Robert Steuckers
Archives - 1988
Un ouvrage collectif sur Schopenhauer (ou 8 raisons de le relire)
♦ Wolfgang Schirmacher (Hrsg.), Schopenhauers Aktualität : Ein Philosoph wird neu gelesen, Passagen-Verlag, Vienne, 1988, 362 p.
Le 200ème
anniversaire de la naissance de Schopenhauer a amorcé un intérêt pour
sa personne et sa philosophie.
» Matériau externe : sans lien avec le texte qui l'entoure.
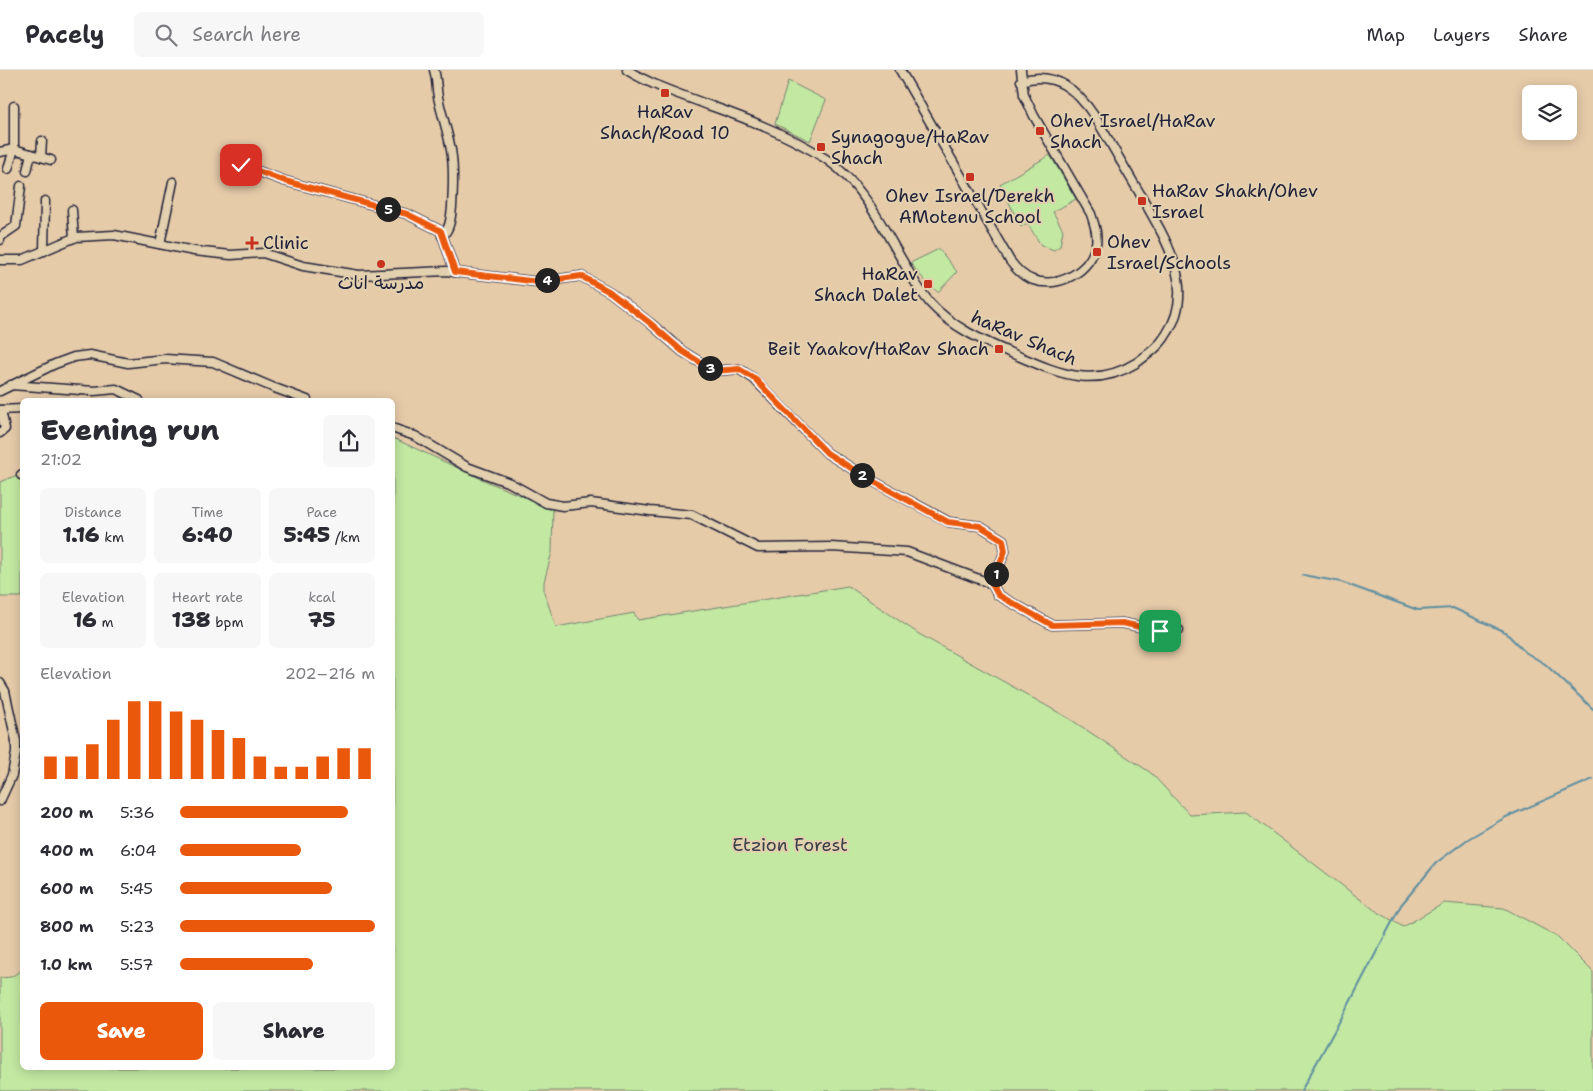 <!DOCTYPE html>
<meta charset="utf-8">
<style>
:root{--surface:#fff;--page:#f7f7f7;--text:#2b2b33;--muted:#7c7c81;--line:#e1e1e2;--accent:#ea580c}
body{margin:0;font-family:"Shantell Sans","Playpen Sans Arabic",sans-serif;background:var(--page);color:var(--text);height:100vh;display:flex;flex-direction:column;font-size:19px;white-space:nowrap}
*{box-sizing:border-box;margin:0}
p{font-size:16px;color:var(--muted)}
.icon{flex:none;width:28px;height:28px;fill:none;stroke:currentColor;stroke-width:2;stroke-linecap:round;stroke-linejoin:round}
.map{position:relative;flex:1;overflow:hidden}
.side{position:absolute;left:20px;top:328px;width:375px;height:672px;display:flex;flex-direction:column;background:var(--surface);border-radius:8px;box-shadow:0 2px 12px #0003}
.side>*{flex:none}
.fabs{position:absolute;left:1522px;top:15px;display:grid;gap:10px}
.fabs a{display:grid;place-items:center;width:55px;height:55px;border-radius:8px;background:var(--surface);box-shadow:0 2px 12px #0003;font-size:25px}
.pin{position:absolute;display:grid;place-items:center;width:42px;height:42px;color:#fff;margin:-21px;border-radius:10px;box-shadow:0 2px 8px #0006}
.km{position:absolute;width:25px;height:25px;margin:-12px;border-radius:50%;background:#222;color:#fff;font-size:14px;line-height:25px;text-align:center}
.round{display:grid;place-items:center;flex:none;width:52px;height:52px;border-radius:8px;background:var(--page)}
.head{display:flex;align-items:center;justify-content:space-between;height:85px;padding:0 20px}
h1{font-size:28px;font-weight:800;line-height:38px}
.metrics{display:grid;grid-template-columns:repeat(3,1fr);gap:8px;height:85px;padding:5px 20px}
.metrics div{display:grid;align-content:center;border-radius:8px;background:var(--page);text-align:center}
.metrics b{font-size:21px;font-weight:800}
.metrics small{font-size:14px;font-weight:400}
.metrics p{font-size:14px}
.chart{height:140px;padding:10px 20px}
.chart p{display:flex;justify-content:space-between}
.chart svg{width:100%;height:90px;margin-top:5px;stroke:var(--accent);stroke-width:6}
.cta{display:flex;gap:10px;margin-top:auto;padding:10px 20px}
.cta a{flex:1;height:58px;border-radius:8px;background:var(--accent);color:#fff;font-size:20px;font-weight:800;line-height:58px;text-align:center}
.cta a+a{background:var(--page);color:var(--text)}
ul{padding:0 20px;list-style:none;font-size:16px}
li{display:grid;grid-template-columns:80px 60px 1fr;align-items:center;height:38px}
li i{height:12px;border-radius:6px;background:var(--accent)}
header{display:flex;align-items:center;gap:30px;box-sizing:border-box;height:70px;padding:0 25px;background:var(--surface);border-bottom:1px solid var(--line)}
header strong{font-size:24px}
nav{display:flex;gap:28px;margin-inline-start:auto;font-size:18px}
.search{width:350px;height:45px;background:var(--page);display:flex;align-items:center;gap:12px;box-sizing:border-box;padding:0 18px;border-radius:8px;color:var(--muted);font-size:19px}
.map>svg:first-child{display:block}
.green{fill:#c2e8a2;stroke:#72856e}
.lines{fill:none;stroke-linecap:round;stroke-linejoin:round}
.stream{stroke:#5f8ea0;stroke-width:2}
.minor-casing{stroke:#22223b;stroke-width:11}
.minor{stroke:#e3d0ae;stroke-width:8}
.route-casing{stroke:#fff;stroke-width:10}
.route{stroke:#ea580c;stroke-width:6}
.poi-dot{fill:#c8321e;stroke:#e3d0ae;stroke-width:2}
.labels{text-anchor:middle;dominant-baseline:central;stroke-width:4;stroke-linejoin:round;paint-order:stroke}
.poi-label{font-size:18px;fill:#22223b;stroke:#e3d0ae;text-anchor:start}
.street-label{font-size:18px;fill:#22223b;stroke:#e3d0ae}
.park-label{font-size:18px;fill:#3a404a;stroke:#e3d0ae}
</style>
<header>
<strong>Pacely</strong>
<div class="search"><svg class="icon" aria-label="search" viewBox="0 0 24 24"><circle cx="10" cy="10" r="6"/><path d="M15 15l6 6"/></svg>Search here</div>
<nav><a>Map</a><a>Layers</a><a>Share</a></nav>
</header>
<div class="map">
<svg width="1593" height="1021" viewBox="0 0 1593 1021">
<rect width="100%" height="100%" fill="#e6cba9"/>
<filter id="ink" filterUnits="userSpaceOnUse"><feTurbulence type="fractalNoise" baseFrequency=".02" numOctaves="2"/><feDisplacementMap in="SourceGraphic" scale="10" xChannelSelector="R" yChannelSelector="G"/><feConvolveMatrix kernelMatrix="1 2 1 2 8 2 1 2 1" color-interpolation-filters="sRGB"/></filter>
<g filter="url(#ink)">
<!-- green -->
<g class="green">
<path d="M788 11 826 30 810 71 775 54Z"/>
<path d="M1050 85 1076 129 1053 142 1063 160 1060 176 1054 180 1041 175 1027 153 1021 157 1000 114Z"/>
<path d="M939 179 957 202 938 222 926 212 910 193Z"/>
<path d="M393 368 488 412 553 439 552 482 544 512V522L556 557 634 543 638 550 848 516 919 564 1070 649 1151 703 1190 745 1246 742 1373 839 1403 857 1444 833 1504 838 1558 867 1593 902V1021H0V908L11 907 22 900V998H392Z"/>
<path d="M22 403V527H0V412Z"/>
</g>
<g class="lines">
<!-- stream -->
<g class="stream">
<path d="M1303 505 1341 512 1418 540 1453 538 1505 562 1525 582 1545 594 1593 639"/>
<path d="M1301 1021 1347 938 1401 835 1436 793 1468 769 1506 747 1593 709"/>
</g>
<!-- minor casing -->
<g class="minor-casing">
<g id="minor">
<path d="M434 0C437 9 436 17 438 27 442 47 450 67 452 87 454 104 453 120 452 137 451 147 450 160 442 166"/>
<path d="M627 0C653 16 682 25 711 36 751 50 791 66 826 89 863 114 883 158 905 195 912 208 920 221 930 233 952 257 981 270 1011 283 1054 301 1091 321 1136 293 1147 285 1159 277 1166 265 1199 217 1163 165 1139 122 1124 97 1110 72 1095 47 1077 20 1055 0 1021 11"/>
<path d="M900 0 1010 191C1016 199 1023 207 1033 210 1059 219 1091 201 1096 174 1098 163 1094 154 1091 144L1034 46 1024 25 1021 0"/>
<path d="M0 82 14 79 51 90"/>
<path d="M41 87 42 71"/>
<path d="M241 95 285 111 407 144 441 161 455 202"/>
<path d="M8 99 14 79V36"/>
<path d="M27 101 31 84"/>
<path d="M72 140 74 168"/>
<path d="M0 170V167L16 156 21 116"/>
<path d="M160 174 173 112"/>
<path d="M44 181 45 131"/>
<path d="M0 190H22L76 167 114 165 194 181 231 185 263 183 303 196 359 205 446 201 539 212 581 206 610 222 650 253 682 281 714 301 739 299 753 308 827 383 867 408 949 452 980 456 1003 470 1005 481 992 514"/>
<path d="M11 315 94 321 116 319 139 330"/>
<path d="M0 321 55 294 74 287 90 285 128 293 165 289 213 292 272 317 307 330"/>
<path d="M0 340 22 339"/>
<path d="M392 358 415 366 467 397 510 413 546 433 563 436 591 433 650 441 692 445 758 478 831 477 907 482 992 514 998 525 1052 555 1122 553 1160 561 1179 560"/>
<path d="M0 363 5 359 1 340"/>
<path d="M21 405 22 404"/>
<path d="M0 613 5 621 16 671V683L12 705 0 731"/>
</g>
</g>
<!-- minor -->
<use href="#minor" class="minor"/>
</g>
</g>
<g class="lines" filter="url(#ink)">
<!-- route casing -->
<g class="route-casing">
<path id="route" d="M241 95 285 111 407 144 441 161 455 202 539 212 581 206 610 222 650 253 682 281 714 301 739 299 754 308 827 383 867 408 948 452 980 456 1003 470 1005 481 992 514 998 525 1052 555 1122 553 1160 561"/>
</g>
<!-- route -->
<use href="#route" class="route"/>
</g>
<!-- markers -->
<g class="poi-dot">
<rect x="660" y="18" width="10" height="10" rx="2.5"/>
<rect x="1035" y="56" width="10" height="10" rx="2.5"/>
<rect x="816" y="72" width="10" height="10" rx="2.5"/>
<rect x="965" y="102" width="10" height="10" rx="2.5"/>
<rect x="1137" y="126" width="10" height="10" rx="2.5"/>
<path d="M249.5 165.5h5v5h5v5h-5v5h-5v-5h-5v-5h5z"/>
<rect x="1092" y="177" width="10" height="10" rx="2.5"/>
<circle cx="381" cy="194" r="5"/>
<rect x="923" y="209" width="10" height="10" rx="2.5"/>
<rect x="994" y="274" width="10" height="10" rx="2.5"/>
</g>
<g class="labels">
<!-- poi labels -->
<g class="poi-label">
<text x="665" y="42" text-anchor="middle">HaRav<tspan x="665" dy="21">Shach/Road 10</tspan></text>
<text x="1050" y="51">Ohev Israel/HaRav<tspan x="1050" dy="21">Shach</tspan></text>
<text x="831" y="67">Synagogue/HaRav<tspan x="831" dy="21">Shach</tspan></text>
<text x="1152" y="121">HaRav Shakh/Ohev<tspan x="1152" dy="21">Israel</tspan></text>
<text x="970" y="126" text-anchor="middle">Ohev Israel/Derekh<tspan x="970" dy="21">AMotenu School</tspan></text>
<text x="1107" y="172">Ohev<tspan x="1107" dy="21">Israel/Schools</tspan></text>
<text x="263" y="173">Clinic</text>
<text x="918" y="204" text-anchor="end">HaRav<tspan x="918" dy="21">Shach Dalet</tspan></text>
<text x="381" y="213" text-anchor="middle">مدرسة اناث</text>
<text x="989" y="279" text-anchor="end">Beit Yaakov/HaRav Shach</text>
</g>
<!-- street labels -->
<g class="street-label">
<text transform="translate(1024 268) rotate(23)">haRav Shach</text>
</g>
<!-- park labels -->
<g class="park-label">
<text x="790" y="775">Etzion Forest</text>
</g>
</g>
</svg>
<div class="fabs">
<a><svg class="icon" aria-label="layers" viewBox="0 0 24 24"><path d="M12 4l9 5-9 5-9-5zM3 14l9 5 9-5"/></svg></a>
</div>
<div class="pin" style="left:1160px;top:561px;background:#1e9e55"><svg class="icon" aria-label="arrive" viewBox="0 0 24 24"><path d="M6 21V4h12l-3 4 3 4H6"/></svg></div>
<div class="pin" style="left:241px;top:95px;background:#d93025"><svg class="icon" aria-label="check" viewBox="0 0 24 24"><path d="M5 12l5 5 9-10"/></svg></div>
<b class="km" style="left:996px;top:504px">1</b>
<b class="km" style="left:862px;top:405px">2</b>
<b class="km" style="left:710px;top:298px">3</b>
<b class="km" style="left:547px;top:210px">4</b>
<b class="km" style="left:388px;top:139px">5</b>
<section class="side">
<div class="head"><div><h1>Evening run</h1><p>21:02</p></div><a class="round"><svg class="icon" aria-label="share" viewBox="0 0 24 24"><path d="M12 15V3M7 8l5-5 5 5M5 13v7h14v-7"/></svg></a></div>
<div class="metrics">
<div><p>Distance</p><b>1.16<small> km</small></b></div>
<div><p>Time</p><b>6:40</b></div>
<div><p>Pace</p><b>5:45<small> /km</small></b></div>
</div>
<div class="metrics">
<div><p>Elevation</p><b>16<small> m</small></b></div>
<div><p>Heart rate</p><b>138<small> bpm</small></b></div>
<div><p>kcal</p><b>75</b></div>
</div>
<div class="chart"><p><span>Elevation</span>202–216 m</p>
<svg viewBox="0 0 160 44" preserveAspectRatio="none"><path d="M5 44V33M15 44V33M25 44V27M35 44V15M45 44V6M55 44V6M65 44V11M75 44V15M85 44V20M95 44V24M105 44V33M115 44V38M125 44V38M135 44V33M145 44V29M155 44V29"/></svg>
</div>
<ul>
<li><b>200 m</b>5:36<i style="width:86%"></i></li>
<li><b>400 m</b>6:04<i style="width:62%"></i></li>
<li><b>600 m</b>5:45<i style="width:78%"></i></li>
<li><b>800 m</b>5:23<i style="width:100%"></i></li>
<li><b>1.0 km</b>5:57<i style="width:68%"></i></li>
</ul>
<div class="cta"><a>Save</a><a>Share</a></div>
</section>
</div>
Ce philosophe demeure d'actualité, pense
Reinhard Margreiter, vice-président de la Internationale Schopenhauer-Vereinigung, pour 8 raisons essentielles :
- 1) Il a développé un discours philosophique double : académique d'une part, populaire d'autre part.
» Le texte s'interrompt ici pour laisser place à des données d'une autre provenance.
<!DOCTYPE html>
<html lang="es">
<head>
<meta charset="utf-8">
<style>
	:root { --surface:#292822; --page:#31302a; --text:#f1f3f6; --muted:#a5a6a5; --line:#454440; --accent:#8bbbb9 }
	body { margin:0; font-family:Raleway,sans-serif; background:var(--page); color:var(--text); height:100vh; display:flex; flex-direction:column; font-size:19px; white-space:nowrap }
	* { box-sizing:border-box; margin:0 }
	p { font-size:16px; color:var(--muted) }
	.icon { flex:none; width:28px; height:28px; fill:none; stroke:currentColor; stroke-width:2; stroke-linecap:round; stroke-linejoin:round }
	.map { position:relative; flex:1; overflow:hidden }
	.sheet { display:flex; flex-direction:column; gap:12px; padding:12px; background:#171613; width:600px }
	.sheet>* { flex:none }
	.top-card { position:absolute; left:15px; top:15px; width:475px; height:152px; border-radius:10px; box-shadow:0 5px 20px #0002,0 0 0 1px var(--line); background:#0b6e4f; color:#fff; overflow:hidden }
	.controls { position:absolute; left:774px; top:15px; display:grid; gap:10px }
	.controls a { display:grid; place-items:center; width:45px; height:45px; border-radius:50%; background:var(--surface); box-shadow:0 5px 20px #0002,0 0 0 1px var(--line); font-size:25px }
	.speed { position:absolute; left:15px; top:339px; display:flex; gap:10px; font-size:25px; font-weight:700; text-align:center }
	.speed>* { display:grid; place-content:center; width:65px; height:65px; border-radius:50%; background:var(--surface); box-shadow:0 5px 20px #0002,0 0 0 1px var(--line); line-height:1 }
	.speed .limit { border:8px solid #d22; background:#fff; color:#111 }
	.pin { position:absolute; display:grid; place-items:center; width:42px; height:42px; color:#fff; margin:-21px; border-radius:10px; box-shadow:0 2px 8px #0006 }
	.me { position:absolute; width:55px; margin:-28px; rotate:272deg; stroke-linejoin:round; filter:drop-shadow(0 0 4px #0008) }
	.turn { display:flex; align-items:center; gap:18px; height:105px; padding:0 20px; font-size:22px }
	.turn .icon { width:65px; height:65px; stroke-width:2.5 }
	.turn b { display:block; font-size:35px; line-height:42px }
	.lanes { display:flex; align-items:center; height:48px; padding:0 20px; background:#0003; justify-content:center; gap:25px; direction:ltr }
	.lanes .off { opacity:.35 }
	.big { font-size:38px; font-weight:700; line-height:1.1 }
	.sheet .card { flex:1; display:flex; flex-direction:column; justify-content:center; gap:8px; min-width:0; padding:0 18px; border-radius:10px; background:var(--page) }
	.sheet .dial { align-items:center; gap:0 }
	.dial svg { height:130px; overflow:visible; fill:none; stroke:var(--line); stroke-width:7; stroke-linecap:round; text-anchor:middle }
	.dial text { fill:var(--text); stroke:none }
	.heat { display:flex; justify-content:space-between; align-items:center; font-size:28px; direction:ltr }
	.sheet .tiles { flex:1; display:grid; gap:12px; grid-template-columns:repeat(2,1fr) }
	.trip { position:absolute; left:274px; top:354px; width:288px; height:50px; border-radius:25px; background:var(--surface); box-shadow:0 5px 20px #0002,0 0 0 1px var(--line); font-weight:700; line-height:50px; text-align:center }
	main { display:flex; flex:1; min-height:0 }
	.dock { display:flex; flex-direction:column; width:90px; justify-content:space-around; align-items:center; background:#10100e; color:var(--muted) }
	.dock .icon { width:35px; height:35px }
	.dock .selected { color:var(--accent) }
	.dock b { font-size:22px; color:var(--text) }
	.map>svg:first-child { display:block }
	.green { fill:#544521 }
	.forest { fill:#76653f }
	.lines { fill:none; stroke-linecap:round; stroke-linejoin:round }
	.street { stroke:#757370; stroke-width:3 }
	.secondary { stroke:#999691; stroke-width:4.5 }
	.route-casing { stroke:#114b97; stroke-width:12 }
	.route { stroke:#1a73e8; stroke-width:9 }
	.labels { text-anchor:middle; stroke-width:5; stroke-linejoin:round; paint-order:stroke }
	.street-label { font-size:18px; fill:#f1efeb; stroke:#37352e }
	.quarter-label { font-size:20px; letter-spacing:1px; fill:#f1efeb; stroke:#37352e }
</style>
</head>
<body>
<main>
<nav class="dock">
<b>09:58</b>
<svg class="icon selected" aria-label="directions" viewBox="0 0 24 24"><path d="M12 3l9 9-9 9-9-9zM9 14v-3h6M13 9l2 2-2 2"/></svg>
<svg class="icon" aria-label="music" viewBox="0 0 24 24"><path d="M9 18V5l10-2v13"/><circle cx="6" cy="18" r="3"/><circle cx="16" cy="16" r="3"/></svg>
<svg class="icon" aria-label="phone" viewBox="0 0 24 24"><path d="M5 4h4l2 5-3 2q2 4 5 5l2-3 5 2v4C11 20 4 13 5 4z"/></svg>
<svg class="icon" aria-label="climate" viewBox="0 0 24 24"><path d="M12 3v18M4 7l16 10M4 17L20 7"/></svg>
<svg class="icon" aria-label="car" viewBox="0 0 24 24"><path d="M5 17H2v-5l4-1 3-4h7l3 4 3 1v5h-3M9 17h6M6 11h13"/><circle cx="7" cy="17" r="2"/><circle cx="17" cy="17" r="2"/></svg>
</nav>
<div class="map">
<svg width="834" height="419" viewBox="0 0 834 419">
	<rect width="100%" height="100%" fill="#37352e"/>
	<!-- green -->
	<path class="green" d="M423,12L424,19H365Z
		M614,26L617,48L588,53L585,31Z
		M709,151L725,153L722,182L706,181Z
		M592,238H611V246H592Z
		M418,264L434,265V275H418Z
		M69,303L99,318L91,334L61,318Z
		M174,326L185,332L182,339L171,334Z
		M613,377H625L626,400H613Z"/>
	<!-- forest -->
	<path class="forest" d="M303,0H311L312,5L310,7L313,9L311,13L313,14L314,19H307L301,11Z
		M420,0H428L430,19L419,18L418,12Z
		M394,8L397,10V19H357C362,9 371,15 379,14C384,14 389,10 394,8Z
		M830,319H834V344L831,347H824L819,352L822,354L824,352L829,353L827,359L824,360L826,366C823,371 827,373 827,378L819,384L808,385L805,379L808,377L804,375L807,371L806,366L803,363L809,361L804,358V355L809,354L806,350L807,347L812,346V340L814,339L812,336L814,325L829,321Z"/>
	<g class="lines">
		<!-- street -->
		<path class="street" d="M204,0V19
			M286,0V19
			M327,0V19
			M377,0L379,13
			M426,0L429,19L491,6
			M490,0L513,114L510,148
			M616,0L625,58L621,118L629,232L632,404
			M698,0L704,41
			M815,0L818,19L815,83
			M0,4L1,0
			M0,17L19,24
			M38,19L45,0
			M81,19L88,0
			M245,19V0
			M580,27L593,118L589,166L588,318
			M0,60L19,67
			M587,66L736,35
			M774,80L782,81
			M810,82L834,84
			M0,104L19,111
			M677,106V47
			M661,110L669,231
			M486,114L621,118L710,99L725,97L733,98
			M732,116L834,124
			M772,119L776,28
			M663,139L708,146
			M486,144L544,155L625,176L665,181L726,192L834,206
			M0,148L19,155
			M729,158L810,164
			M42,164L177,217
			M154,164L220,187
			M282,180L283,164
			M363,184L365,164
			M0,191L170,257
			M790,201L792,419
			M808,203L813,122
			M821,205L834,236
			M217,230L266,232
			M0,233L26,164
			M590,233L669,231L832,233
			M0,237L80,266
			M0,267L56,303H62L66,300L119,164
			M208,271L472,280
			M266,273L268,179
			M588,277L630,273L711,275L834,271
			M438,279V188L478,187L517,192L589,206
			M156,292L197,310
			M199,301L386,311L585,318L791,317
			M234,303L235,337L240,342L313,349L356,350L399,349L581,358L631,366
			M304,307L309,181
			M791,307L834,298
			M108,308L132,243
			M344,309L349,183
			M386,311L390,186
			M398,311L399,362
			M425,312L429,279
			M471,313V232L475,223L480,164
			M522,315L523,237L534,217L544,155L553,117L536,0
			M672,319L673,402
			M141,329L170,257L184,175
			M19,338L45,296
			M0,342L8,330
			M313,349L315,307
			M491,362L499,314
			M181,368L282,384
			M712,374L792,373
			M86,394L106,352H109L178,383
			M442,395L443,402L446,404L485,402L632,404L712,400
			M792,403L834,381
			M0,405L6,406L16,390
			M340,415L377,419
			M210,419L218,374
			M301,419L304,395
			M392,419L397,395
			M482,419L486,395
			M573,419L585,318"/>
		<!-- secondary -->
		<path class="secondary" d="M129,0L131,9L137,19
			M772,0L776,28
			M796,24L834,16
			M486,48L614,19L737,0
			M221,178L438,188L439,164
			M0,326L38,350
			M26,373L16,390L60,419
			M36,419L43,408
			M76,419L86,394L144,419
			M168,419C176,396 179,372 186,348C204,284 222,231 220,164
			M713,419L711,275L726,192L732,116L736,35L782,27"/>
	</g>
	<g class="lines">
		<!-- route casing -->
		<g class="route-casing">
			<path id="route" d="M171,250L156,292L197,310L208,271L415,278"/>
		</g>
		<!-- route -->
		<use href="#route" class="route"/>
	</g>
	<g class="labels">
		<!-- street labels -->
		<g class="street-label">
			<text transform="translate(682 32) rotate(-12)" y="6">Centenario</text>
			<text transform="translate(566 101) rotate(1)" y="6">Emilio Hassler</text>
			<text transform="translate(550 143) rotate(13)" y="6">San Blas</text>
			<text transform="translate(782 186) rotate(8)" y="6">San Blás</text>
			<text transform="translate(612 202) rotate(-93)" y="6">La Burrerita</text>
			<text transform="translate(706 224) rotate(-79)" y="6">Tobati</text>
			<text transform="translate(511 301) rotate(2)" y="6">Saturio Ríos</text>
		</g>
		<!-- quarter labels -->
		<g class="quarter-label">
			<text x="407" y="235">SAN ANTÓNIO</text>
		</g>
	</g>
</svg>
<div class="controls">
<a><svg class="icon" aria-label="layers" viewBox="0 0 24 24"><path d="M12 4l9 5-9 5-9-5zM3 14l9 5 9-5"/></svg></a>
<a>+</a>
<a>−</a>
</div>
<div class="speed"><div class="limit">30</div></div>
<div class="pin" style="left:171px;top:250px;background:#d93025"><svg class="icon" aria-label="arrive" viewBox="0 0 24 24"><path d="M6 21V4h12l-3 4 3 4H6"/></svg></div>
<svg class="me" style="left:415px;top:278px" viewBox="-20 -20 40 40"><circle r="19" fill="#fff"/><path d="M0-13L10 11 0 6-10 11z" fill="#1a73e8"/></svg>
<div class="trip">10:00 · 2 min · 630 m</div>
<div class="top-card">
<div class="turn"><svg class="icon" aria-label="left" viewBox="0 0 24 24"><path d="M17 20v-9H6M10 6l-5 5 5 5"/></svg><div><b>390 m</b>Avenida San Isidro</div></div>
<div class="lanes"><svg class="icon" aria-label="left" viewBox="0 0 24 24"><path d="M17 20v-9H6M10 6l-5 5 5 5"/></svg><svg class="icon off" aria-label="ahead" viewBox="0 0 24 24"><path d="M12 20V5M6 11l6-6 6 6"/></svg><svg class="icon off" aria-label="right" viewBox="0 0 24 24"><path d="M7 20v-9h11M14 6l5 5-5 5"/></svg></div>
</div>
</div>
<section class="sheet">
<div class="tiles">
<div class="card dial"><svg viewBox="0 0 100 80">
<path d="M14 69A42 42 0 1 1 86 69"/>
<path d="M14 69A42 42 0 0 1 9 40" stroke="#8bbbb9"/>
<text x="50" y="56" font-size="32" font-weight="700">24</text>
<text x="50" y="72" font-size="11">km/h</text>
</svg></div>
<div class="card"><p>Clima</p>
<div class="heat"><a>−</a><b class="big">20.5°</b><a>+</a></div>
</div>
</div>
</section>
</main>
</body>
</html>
- 2) Il insiste sur la vérité et cultive un affect anti-idéologique.
- 3) Il donne la priorité à la réflexion par rapport à l’intuition.
- 4) Il est l'un des premiers, en Europe, à abandonner l'euro-centrisme philosophique de façon conséquente.
- 5) Il déploie une éthique ontologique, non anthropocentrique.
- 6) Il entonne un plaidoyer pour une mystique non obscurantiste, ancrée dans les phénomènes.
- 7) Il jette les bases d’une phénomenologie critique des religions.
- 8) Il traite de façon originale le problème de la dialectique.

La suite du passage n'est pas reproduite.